▶ **PROBLEM TO WORK ON**
Word for word and without images, transcribe all of the records.

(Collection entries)

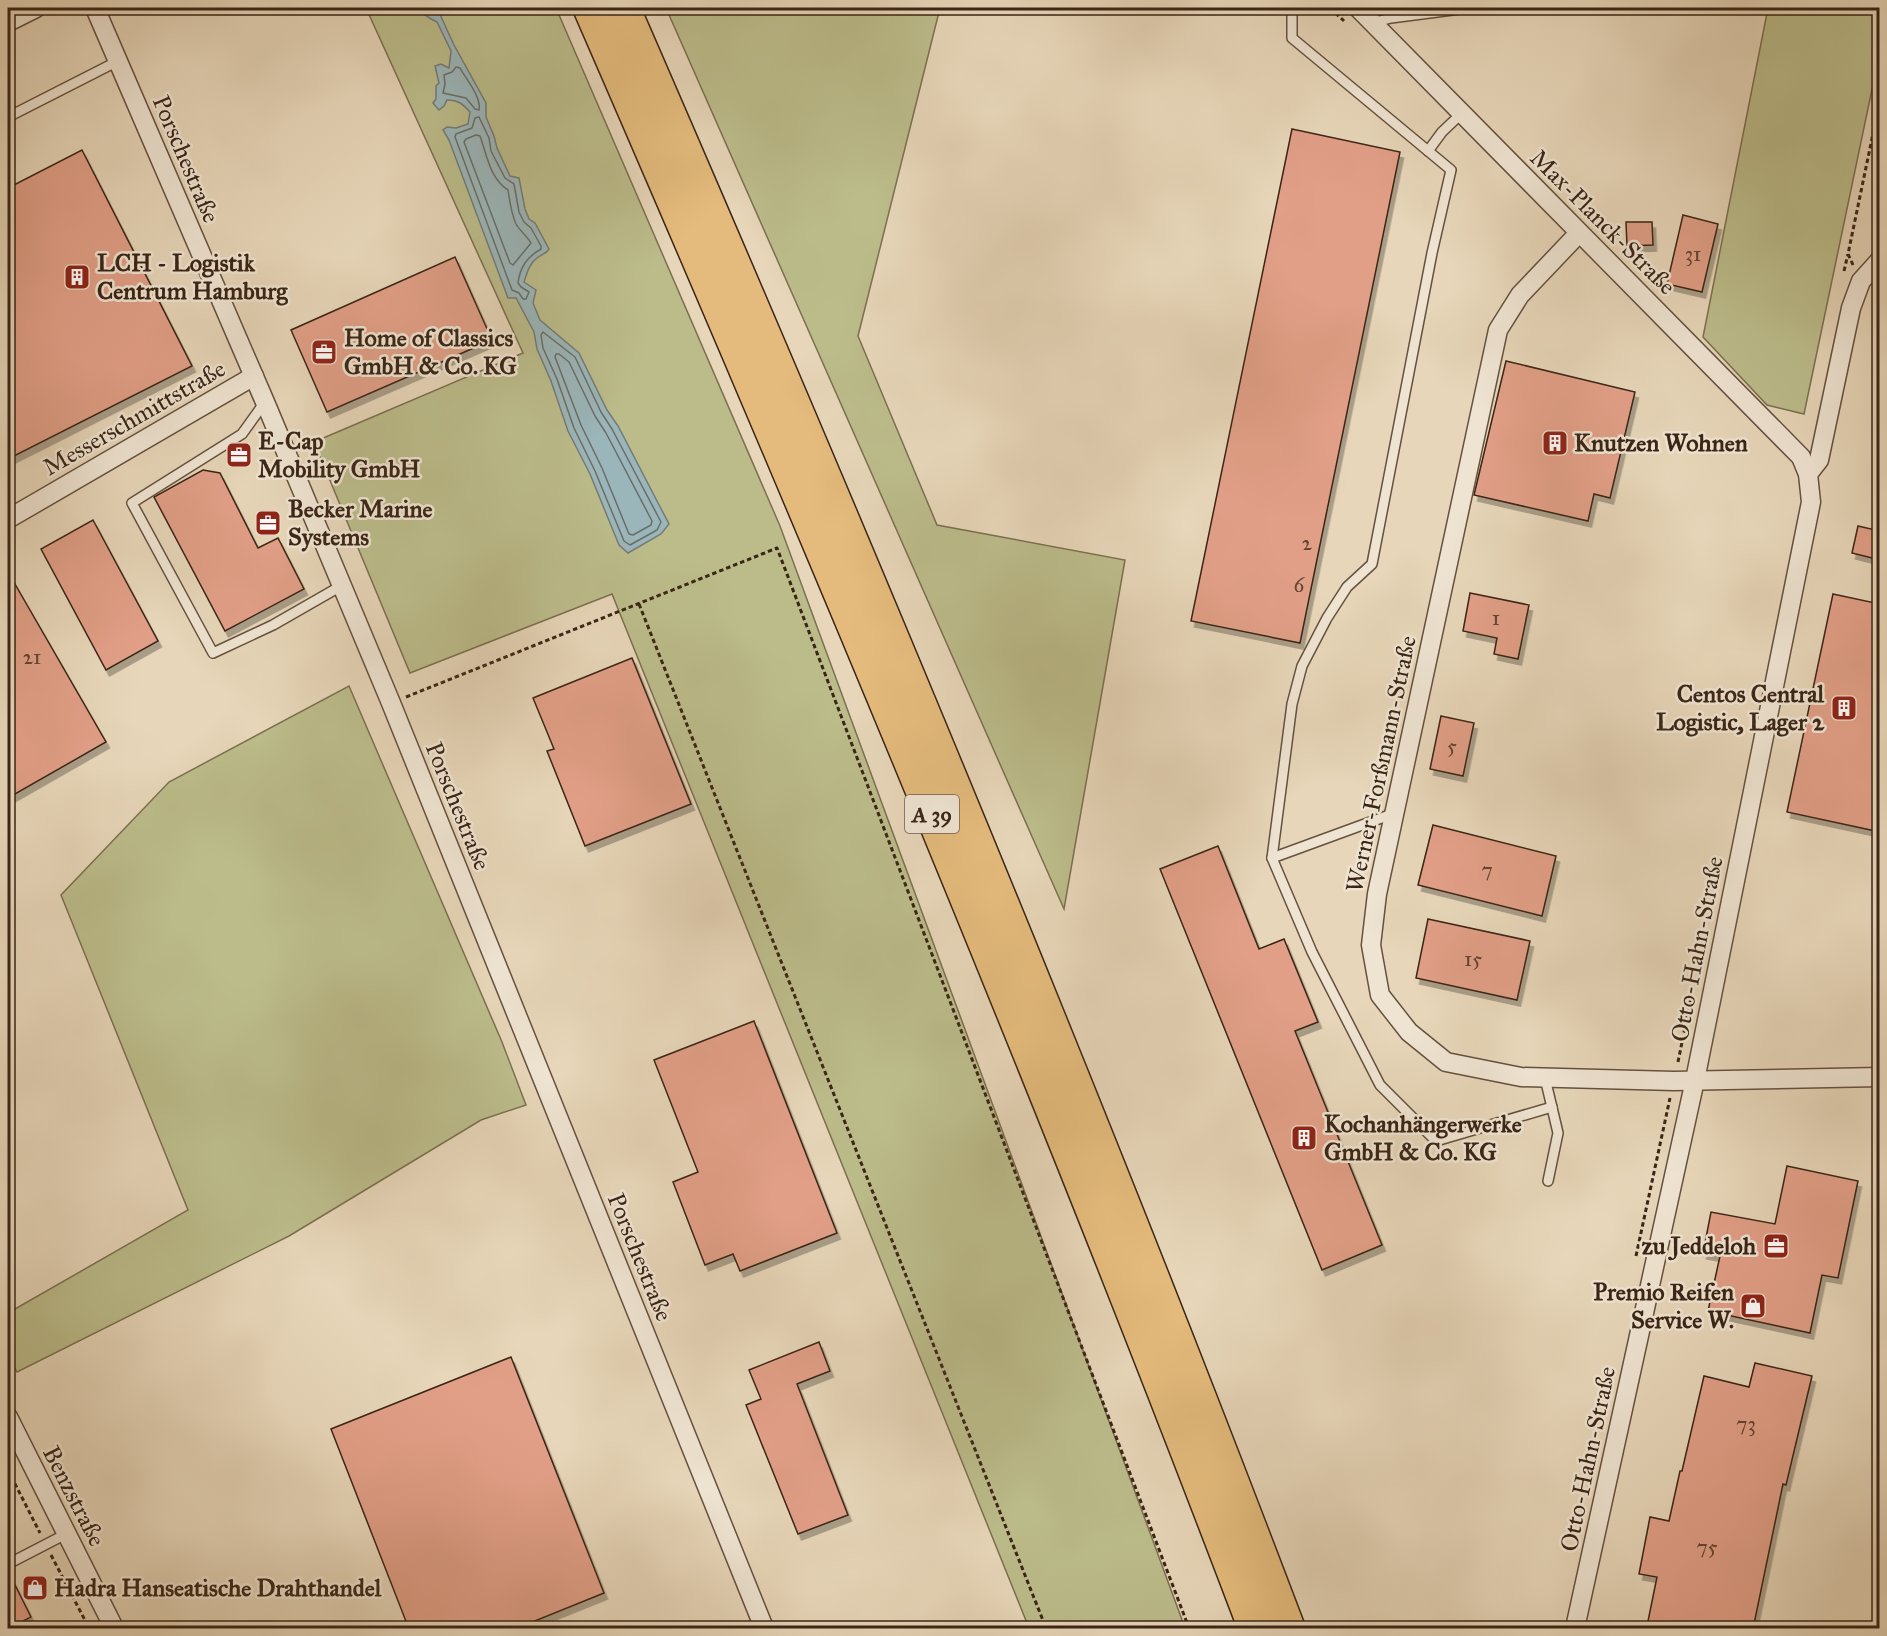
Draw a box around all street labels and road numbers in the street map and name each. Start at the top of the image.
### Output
street label: Porschestraße [146,91,226,227]
street label: Max-Planck-Straße [1524,143,1682,301]
street label: Messerschmittstraße [37,354,231,482]
street label: Werner-Forßmann-Straße [1339,633,1423,895]
street label: Porschestraße [419,738,497,874]
road number: A 39 [905,795,959,833]
street label: Otto-Hahn-Straße [1664,854,1730,1044]
street label: Porschestraße [601,1189,679,1325]
street label: Otto-Hahn-Straße [1554,1364,1622,1554]
street label: Benzstraße [36,1441,112,1551]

▶ **RESULT OF THIS TASK**
Draw a box around all street labels and road numbers in the street map and name each. Start at the top of the image.
### Output
street label: Porschestraße [146,91,226,227]
street label: Max-Planck-Straße [1524,143,1682,301]
street label: Messerschmittstraße [37,354,231,482]
street label: Werner-Forßmann-Straße [1339,633,1423,895]
street label: Porschestraße [419,738,497,874]
road number: A 39 [905,795,959,833]
street label: Otto-Hahn-Straße [1664,854,1730,1044]
street label: Porschestraße [601,1189,679,1325]
street label: Otto-Hahn-Straße [1554,1364,1622,1554]
street label: Benzstraße [36,1441,112,1551]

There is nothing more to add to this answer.